- DIRECTIONS -
Show each line of the records in which the word "played" occurs.

(Records excerpted from a collection)

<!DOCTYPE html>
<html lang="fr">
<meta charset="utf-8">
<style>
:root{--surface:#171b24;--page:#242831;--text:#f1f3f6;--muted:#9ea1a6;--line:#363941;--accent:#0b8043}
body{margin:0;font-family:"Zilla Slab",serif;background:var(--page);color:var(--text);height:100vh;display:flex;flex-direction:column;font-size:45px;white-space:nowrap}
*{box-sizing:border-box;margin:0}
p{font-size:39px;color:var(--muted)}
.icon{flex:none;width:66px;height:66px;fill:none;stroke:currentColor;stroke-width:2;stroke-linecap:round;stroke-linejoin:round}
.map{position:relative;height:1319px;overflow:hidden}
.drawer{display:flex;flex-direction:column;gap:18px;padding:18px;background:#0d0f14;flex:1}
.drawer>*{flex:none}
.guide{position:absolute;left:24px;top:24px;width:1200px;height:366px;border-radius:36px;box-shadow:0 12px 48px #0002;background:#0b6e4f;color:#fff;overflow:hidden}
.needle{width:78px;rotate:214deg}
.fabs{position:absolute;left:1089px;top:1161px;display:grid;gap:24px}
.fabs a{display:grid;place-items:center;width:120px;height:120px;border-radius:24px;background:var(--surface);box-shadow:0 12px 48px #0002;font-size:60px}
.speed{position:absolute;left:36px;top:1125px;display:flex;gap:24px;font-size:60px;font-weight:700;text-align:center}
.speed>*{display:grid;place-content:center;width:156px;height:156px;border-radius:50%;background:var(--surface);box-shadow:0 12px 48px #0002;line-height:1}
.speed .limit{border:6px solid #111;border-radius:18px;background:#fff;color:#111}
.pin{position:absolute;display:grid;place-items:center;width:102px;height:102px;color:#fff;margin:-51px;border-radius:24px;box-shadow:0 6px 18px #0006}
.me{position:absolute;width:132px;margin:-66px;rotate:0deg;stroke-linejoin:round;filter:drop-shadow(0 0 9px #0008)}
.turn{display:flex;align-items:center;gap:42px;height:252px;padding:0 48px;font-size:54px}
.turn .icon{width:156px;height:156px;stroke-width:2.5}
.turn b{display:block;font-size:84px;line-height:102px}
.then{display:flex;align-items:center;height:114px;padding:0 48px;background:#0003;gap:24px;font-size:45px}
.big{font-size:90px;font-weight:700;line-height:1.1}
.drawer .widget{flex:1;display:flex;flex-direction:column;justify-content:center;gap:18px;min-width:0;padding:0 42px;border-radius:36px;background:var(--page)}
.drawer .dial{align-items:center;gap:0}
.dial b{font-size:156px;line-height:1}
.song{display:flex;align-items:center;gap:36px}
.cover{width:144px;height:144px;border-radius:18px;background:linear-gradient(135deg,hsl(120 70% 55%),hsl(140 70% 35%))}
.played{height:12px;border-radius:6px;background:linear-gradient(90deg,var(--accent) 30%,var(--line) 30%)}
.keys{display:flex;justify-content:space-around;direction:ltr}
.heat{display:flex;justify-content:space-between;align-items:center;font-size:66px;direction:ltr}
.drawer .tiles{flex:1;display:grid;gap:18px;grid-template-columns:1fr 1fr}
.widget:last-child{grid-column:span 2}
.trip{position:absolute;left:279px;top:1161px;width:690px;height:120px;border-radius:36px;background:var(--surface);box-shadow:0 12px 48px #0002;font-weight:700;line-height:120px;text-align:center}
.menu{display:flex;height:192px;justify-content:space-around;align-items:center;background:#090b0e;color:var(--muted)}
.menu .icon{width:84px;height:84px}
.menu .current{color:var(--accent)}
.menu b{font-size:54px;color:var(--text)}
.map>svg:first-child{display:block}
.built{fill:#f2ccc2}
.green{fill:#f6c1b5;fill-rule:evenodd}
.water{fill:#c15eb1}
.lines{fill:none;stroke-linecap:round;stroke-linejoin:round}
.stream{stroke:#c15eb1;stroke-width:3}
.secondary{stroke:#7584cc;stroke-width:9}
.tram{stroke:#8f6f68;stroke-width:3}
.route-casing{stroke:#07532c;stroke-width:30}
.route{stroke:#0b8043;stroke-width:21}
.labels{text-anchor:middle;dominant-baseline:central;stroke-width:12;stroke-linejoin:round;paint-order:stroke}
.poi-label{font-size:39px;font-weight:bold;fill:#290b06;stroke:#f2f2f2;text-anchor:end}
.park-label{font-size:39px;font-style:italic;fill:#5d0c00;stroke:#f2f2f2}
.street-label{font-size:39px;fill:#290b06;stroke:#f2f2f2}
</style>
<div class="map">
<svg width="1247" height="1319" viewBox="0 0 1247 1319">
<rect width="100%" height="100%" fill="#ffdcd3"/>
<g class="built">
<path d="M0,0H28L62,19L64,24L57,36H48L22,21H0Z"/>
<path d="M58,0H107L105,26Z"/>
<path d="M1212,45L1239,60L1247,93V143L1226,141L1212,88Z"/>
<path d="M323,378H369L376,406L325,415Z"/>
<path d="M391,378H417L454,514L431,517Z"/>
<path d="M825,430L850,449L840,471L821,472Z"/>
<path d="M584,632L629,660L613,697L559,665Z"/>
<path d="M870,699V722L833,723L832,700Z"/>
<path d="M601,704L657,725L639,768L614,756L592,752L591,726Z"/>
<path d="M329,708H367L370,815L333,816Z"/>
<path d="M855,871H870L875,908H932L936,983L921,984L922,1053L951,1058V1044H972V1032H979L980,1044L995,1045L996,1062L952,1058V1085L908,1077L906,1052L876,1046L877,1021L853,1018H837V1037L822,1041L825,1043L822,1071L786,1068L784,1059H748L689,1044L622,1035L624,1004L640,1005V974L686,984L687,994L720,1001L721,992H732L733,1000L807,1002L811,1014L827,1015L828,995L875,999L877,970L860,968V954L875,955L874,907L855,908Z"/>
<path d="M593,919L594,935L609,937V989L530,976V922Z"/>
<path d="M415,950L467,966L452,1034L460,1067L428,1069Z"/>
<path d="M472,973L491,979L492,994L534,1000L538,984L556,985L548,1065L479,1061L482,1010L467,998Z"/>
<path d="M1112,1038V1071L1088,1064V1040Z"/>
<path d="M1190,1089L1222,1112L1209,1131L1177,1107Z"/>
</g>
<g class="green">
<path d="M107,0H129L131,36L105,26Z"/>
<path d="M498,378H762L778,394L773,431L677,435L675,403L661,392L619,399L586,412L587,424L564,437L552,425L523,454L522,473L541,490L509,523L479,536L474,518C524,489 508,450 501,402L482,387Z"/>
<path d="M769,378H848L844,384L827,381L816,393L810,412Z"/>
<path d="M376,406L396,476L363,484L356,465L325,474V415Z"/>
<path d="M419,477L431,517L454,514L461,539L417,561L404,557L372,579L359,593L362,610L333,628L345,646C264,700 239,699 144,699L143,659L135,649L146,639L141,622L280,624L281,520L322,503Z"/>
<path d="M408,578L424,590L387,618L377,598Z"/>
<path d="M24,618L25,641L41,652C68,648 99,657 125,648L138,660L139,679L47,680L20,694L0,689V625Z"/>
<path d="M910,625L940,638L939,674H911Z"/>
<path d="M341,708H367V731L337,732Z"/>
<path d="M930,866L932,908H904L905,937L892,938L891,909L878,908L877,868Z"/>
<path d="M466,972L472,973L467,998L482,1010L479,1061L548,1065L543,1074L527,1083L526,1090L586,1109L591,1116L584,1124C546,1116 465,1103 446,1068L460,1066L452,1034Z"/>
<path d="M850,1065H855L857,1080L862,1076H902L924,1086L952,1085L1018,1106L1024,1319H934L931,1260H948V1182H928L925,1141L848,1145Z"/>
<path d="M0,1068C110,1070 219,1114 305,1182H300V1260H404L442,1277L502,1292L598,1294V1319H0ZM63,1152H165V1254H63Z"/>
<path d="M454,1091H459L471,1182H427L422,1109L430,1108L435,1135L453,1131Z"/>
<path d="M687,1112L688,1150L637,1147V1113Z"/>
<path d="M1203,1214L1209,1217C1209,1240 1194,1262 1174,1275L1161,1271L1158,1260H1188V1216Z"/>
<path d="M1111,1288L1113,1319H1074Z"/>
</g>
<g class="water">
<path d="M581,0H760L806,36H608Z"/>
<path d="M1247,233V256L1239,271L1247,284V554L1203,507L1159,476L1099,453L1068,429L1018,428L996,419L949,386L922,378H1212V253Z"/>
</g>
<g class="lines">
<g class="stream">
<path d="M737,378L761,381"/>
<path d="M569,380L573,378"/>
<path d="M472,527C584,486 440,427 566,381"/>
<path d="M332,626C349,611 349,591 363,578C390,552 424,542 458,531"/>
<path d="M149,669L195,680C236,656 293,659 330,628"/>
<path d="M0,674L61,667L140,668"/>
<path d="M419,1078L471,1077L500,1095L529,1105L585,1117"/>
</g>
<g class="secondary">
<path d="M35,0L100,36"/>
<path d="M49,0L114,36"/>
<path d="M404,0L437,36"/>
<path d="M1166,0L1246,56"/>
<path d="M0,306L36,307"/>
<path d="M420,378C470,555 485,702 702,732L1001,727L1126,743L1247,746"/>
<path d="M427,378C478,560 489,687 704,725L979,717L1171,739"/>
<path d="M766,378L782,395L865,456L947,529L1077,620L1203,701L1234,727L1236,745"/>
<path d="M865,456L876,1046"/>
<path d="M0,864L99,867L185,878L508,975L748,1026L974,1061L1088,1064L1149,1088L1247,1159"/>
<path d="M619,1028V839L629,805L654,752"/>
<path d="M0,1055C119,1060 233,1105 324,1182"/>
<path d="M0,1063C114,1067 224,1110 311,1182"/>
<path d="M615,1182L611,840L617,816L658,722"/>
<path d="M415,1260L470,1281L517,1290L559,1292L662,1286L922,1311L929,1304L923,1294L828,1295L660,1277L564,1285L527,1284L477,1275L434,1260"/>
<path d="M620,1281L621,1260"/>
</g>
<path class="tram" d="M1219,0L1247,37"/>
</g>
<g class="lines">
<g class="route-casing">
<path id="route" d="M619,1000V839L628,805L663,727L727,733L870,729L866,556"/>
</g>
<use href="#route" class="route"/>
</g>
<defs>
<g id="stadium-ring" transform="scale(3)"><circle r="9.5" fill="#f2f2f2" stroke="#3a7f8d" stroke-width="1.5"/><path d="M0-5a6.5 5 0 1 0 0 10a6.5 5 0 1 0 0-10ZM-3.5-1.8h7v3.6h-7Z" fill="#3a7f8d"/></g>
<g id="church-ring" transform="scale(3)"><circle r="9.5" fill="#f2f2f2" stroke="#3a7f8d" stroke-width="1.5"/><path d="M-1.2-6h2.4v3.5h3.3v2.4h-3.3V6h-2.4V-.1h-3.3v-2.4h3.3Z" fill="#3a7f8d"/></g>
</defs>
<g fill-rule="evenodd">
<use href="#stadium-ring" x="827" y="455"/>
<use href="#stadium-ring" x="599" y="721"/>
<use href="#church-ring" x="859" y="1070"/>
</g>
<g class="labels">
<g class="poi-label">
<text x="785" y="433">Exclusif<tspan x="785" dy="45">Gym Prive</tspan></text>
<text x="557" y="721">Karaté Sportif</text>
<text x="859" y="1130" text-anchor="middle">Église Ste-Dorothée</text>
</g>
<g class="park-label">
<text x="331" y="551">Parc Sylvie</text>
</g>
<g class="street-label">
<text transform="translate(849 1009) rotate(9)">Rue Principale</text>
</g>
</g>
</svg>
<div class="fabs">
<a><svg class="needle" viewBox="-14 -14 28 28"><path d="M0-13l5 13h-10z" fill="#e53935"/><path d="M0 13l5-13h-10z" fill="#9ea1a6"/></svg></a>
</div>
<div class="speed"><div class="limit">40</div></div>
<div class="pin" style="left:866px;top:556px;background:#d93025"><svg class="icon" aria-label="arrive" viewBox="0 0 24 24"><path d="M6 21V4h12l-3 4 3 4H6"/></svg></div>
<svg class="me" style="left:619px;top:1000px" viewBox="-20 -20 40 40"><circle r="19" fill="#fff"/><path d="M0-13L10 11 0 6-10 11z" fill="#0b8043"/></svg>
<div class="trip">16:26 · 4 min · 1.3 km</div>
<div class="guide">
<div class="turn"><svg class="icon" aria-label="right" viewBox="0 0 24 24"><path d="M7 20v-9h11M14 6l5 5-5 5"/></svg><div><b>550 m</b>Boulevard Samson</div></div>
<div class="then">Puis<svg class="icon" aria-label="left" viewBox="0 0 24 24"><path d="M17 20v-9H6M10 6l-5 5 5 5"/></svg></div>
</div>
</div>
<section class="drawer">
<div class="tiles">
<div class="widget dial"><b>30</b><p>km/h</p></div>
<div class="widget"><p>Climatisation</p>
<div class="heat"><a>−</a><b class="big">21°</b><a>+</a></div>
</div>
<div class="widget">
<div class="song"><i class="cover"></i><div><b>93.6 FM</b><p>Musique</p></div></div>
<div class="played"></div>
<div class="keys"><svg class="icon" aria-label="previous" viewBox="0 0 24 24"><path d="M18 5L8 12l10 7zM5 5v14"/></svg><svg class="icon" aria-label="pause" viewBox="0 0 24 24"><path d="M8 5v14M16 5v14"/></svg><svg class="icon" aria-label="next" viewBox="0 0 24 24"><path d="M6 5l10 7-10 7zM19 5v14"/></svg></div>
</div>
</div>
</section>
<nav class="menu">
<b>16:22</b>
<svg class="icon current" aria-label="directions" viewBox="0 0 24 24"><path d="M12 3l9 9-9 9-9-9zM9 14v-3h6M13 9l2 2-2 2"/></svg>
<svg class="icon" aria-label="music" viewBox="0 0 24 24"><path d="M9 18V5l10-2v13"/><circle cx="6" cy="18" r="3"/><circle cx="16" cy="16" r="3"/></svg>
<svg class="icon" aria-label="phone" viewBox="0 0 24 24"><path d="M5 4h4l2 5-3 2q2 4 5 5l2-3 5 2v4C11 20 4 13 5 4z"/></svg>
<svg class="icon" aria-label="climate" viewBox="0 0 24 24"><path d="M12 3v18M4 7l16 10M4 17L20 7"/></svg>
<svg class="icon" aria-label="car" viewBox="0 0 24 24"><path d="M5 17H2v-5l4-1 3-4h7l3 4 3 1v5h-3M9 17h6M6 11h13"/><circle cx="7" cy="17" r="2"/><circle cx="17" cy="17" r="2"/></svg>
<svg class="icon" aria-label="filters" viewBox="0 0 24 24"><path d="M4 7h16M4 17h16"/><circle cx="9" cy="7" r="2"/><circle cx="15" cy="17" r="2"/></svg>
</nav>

- TASK RESULT -
.played{height:12px;border-radius:6px;background:linear-gradient(90deg,var(--accent) 30%,var(--line) 30%)}
<div class="played"></div>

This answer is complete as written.